The cut-off age for breast screening has been extended to 74 but is this leading to overdiagnosis and overtreatment of lesions that might never become invasive breast cancer?
This question was posed to dozens of doctors by Dr Jolyn Hersch, a postdoctoral researcher at the University of Sydney, who sought to discover how doctors and nurses working with ductal carcinoma in situ (DCIS) patients feel about the extension of the national mammography screening program which was announced in 2013.
Under the change women aged 50 to 74 are actively recruited to participate in screening every 2 years, previously the target age range was 50-69.
Many respondents thought the higher age cut-off made sense because the population’s life expectancy is increasing over time, Dr Hersch found in her study of 26 clinicians, a total of 10 surgical oncologists, six radiation oncologists, three breast physicians and seven breast care nurses.
But they also acknowledged that once a woman was over 70 the decision to screen should be based a personal assessment of risk-versus-benefit based on their overall health status.
“If a woman is 70 and in really great health, she’s probably a good candidate to continue screening,” Dr Hersch told the limbic.
Whereas some of the clinicians in the study described examples of women who might have quite severe co-morbidities. If they’ve got Alzheimer’s, severe arthritis, severe osteoporosis, if they are in a wheelchair, if they are likely to die of something else in the next five to 10 years. Those are the cases where we really want to take a step back and consider whether finding a very early pre-cursor of a possibly threatening breast cancer is really going to do more good or more harm.”

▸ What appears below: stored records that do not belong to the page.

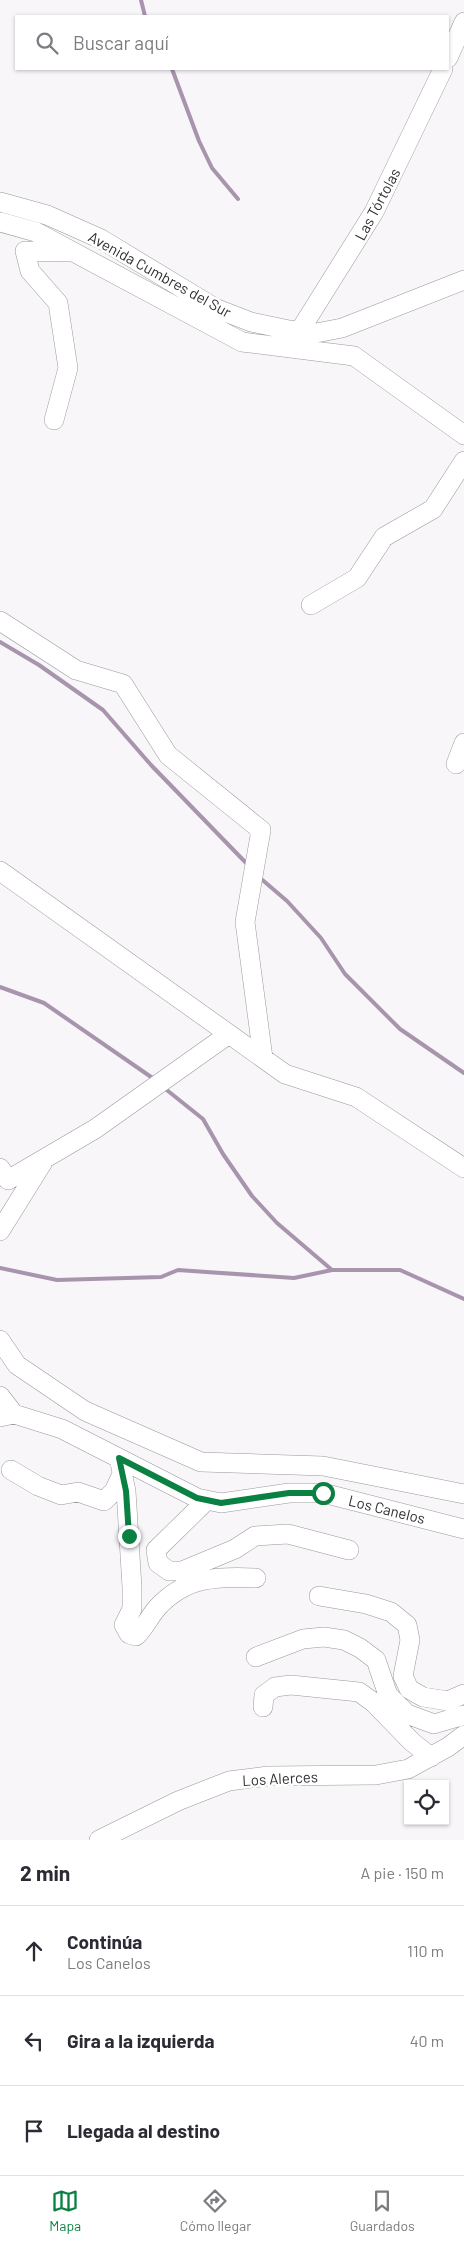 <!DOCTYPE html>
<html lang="es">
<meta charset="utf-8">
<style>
body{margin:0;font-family:Barlow,sans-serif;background:#f2f2f3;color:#2b2b33}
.controls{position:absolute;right:15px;bottom:15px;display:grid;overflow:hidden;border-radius:0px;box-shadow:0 1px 4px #0004}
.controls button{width:45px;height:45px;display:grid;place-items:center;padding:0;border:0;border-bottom:1px solid #e1e1e2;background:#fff;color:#2b2b33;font:25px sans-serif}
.stop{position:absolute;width:15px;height:15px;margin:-11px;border:4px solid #0b8043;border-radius:50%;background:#fff}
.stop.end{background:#0b8043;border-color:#fff;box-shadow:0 1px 5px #0008}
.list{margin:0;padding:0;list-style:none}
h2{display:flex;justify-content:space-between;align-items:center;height:65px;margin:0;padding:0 20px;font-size:21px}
h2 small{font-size:16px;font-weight:400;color:#7c7c81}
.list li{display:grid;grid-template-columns:32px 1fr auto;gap:15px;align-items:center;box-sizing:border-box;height:90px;padding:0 20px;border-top:1px solid #e1e1e2}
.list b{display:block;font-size:19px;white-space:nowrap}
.list p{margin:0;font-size:16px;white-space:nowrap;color:#7c7c81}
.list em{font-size:16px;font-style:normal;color:#7c7c81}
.icon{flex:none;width:28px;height:28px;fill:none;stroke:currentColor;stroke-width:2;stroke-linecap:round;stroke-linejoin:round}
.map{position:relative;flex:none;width:464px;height:1840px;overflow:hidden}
.search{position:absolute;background:#fff;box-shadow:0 1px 4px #0004;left:15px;right:15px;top:15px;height:55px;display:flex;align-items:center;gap:12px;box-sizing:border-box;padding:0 18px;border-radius:0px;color:#7c7c81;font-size:19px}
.sheet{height:335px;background:#fff}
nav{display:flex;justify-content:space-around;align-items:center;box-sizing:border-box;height:70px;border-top:1px solid #e1e1e2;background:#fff;font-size:14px;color:#7c7c81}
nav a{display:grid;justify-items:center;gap:2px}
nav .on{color:#0b8043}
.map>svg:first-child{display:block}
</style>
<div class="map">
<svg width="464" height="1840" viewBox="0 0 464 1840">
<rect width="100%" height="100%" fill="#f8f6f9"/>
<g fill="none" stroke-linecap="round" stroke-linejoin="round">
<!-- stream -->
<path stroke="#a894ad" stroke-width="4" d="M141,0L145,16
M172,69L199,141L212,168L238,199
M0,642L39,665L103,710L151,765L249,866
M259,877L287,901L321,938L345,974L400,1029L464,1073
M0,987L44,1003L154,1079
M163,1087L203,1119L223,1154L252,1196L277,1223L332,1270
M0,1268L57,1280L161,1277L178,1270L294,1278L332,1270H400L464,1299"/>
<!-- minor casing -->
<g stroke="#9a989b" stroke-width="20">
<path id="minor" d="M448,58L464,22
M0,202L47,215L101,239L215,308L251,322L289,330L316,333L342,328L464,280
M0,222L36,232L242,342L354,356L464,435
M299,332L374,212L443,69
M54,420L68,368L58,303L30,271L25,251L71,252
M311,605L357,578L384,537L433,509L464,461
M0,621L76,670L123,684L168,755L261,830L245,922L263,1058
M456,764L464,743
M0,871L285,1074L356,1097L464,1168
M0,1168L8,1180L95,1129L229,1034
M0,1231L43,1162
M0,1340L17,1365L85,1411L201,1462L323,1466L464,1494
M0,1396L14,1414
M0,1417L14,1414L62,1429L197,1498L221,1503L289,1493H323L464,1529
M119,1458L126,1491L132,1587V1609L124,1625L129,1634L136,1636C145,1628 149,1617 157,1608C185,1577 217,1576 256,1578
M11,1470L38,1486L61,1495L78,1492L104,1501L114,1491L122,1474
M207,1500L156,1550L158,1563L169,1571H182L235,1549L255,1536L288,1534L349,1550
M319,1596L366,1604L391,1612L407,1625L410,1640L403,1676L409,1689L423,1697L448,1701L464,1694
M256,1657L303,1639L324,1637L344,1640L360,1648L376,1660L388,1695L407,1714L434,1724L464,1715
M263,1707L264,1695L275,1687L291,1685L359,1692L373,1702L412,1742L431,1757
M99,1840L178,1801L229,1781L268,1776L376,1775L408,1769L448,1747L464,1735"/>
</g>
<!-- minor -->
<use href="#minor" stroke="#fff" stroke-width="19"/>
</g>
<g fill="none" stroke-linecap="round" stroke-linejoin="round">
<!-- route -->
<path stroke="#0b8043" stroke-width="6" d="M129,1536L126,1491L119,1458L197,1498L221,1503L289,1493H323"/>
</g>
<g text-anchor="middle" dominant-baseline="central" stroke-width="5" stroke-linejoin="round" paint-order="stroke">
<!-- street labels -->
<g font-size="15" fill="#302f31" stroke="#fff">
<text transform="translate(377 204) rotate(-62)">Las Tórtolas</text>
<text transform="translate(160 274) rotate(29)">Avenida Cumbres del Sur</text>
<text transform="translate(387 1509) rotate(14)">Los Canelos</text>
<text transform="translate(280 1778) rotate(-3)">Los Alerces</text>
</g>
</g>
</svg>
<div class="controls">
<button><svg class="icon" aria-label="locate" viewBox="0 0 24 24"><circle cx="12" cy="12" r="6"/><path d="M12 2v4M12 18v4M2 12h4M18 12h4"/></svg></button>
</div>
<div class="stop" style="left:323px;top:1493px"></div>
<div class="stop end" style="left:129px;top:1536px"></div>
<div class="search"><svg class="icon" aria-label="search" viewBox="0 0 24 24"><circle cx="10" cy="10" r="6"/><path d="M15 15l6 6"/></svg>Buscar aquí</div>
</div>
<section class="sheet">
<h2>2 min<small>A pie · 150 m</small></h2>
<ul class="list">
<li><svg class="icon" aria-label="ahead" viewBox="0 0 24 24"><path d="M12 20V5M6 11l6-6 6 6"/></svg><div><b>Continúa</b><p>Los Canelos</p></div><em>110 m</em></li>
<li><svg class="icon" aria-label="left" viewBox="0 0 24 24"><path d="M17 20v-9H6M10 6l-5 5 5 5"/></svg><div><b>Gira a la izquierda</b></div><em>40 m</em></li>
<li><svg class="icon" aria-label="arrive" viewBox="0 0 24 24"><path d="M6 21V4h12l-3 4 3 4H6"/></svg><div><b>Llegada al destino</b></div></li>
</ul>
</section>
<nav>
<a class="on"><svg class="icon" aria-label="map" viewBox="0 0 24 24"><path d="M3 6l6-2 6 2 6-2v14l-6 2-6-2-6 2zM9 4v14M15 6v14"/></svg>Mapa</a>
<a><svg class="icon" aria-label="directions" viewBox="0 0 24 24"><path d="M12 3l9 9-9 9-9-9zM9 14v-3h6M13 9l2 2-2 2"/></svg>Cómo llegar</a>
<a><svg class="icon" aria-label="saved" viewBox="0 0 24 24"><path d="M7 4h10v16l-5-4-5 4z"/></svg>Guardados</a>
</nav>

Study participants suggested that after the age of 70, a model based on shared-decision making made between a woman and her GP may be more appropriate than universal screening.
“When you have a national screening program you want to have a nice, neat age base cut-off but as people get older, there are more differences between individuals in terms of their health, ideally that should be taken into account.
Central to this concept is educating women earlier about screening mammography.
“I think if people understood from age 50 that screening has upsides and downsides it might be easier for people to wrap their head around the idea that at some point the downsides will eventually outweigh the upsides.”
Meanwhile, the interest in a “watchful waiting” or active monitoring approach – similar to what has been adopted for prostate cancer – is gaining momentum, with three international randomised trials now investigating their potential.
“It will be a few years before we have any results but I think there is the potential to show that for a subset of cases of DCIS that kind of approach may be quite safe and better for women who can avoid or at least delay treatments and side effects.”
Clinicians were also asked whether they believe DCIS needs a new name, and the views were very mixed.
“Certainly, some acknowledged the word ‘carcinoma’ does create anxiety in itself that can sometimes make it difficult to discuss less aggressive treatment, so they felt potentially a name change could help patients understand it’s not an urgent life-threatening condition and they can consider their options.
“Other clinicians thought DCIS term is an accurate reflection of what it is and it comes down to the clinicians skill in communicating that accurately that should be able to overcome the difficulties caused by the name. It is a bit of an open question.”